2 Algebras and their Actions

All the algebras considered in this package will be associative and commutative. Scalars belong to a commutative ring k with \(1 \neq 0\).

Why not a field? A group ring over the integers is not an algebra.

2.1 Multipliers

A multiplier in a commutative algebra \(A\) is a function \(\mu : A \to A\) such that

\[ \mu(ab) ~=~ (\mu a)b ~=~ a(\mu b) \quad \forall~ a,b \in A. \]

The regular multipliers of \(A\) are the functions

\[ \mu_a : A \to A ~:~ \mu_ab = ab \quad \forall~ b \in A. \]

When \(A\) has a one, it follows from the defining condition that \(\mu(b1) = (\mu 1)b\) and so \(\mu = \mu_a\) where \(a = \mu 1\).
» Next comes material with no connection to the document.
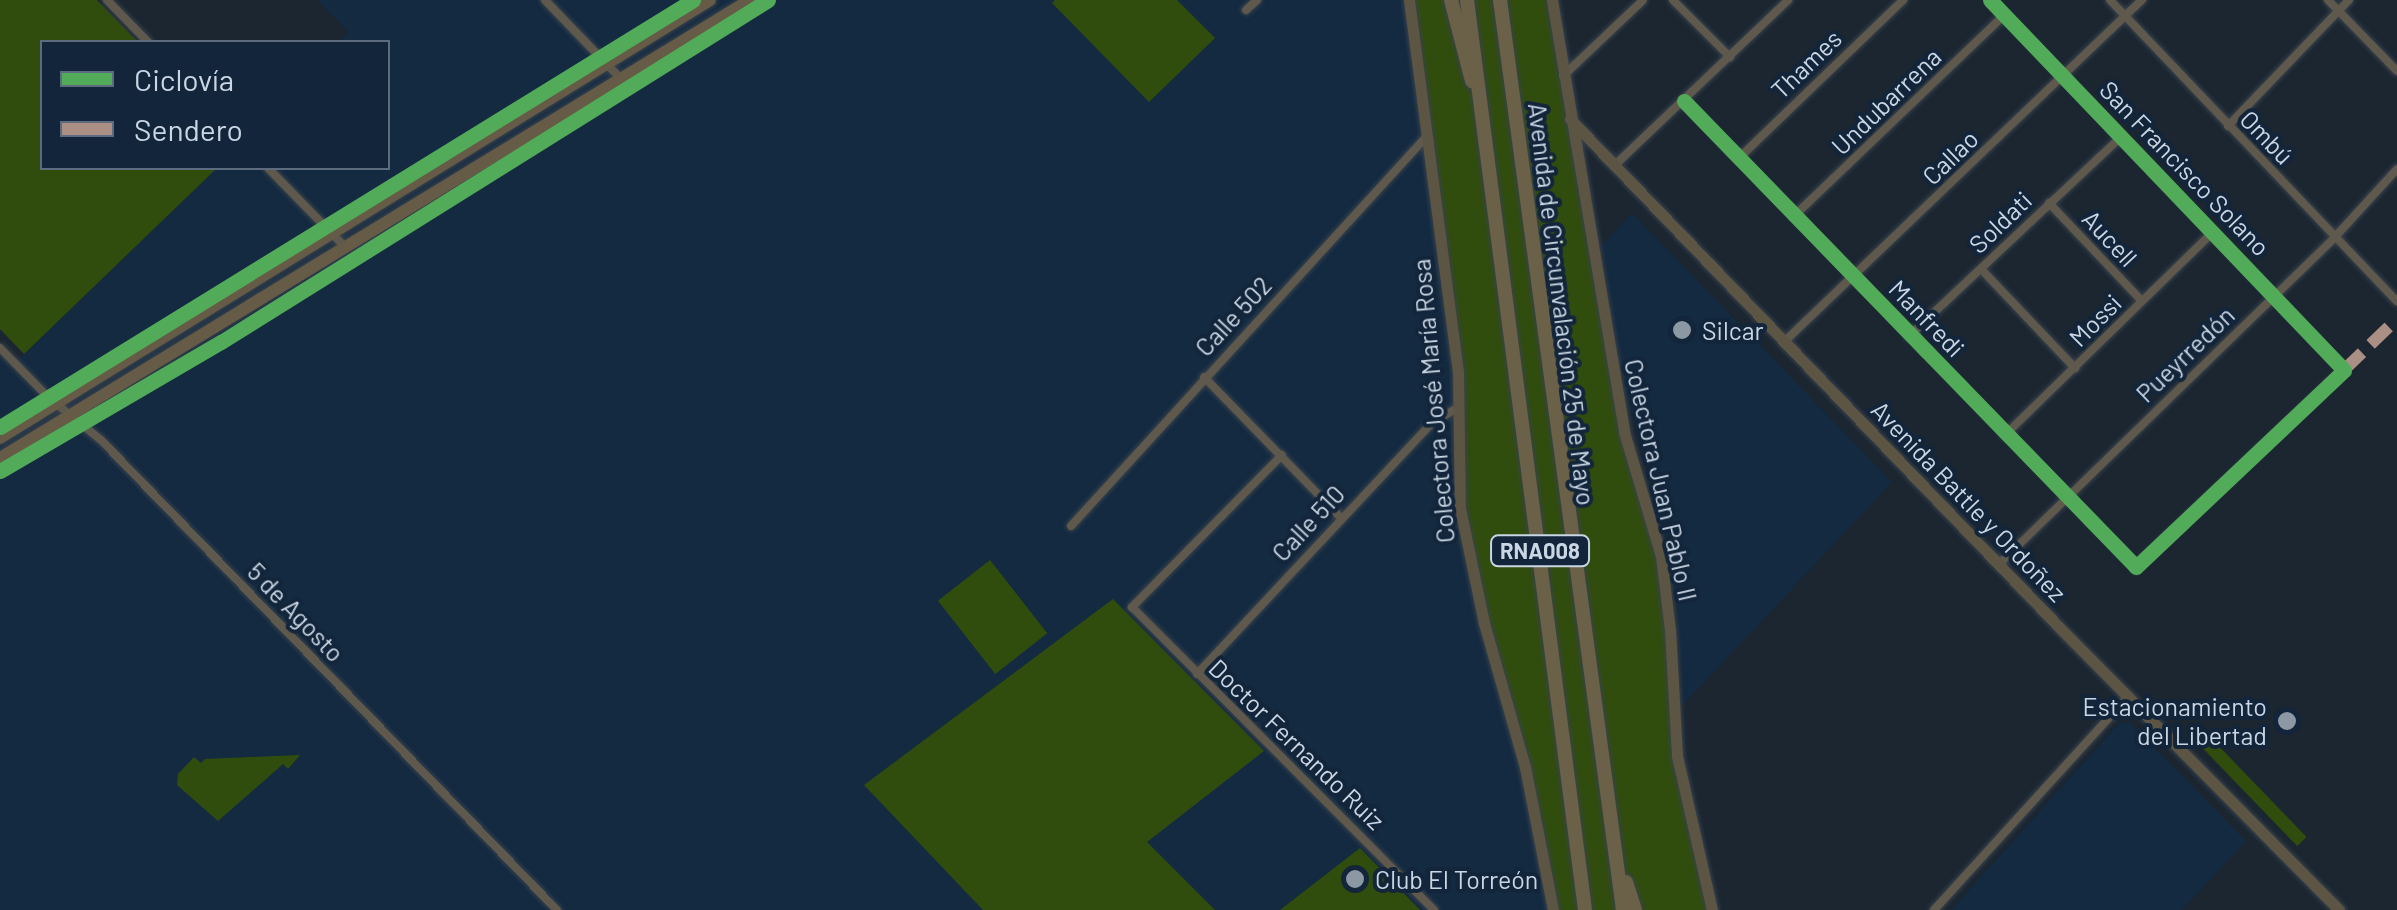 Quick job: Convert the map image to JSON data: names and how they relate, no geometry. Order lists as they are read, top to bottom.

Since an ideal \(I\) of \(A\) is closed under multiplication, a multiplier \(\mu\) may be restricted to \(I\).

Question: Is there an example of an algebra \(A\) without a one which has multipliers not of the form \(\mu_a\)?

2.1-1 RegularAlgebraMultiplier
‣ RegularAlgebraMultiplier( A, I, a )( operation )

This operation defines the multiplier \(\mu_a : I \to I\) on an ideal \(I\) of \(A\).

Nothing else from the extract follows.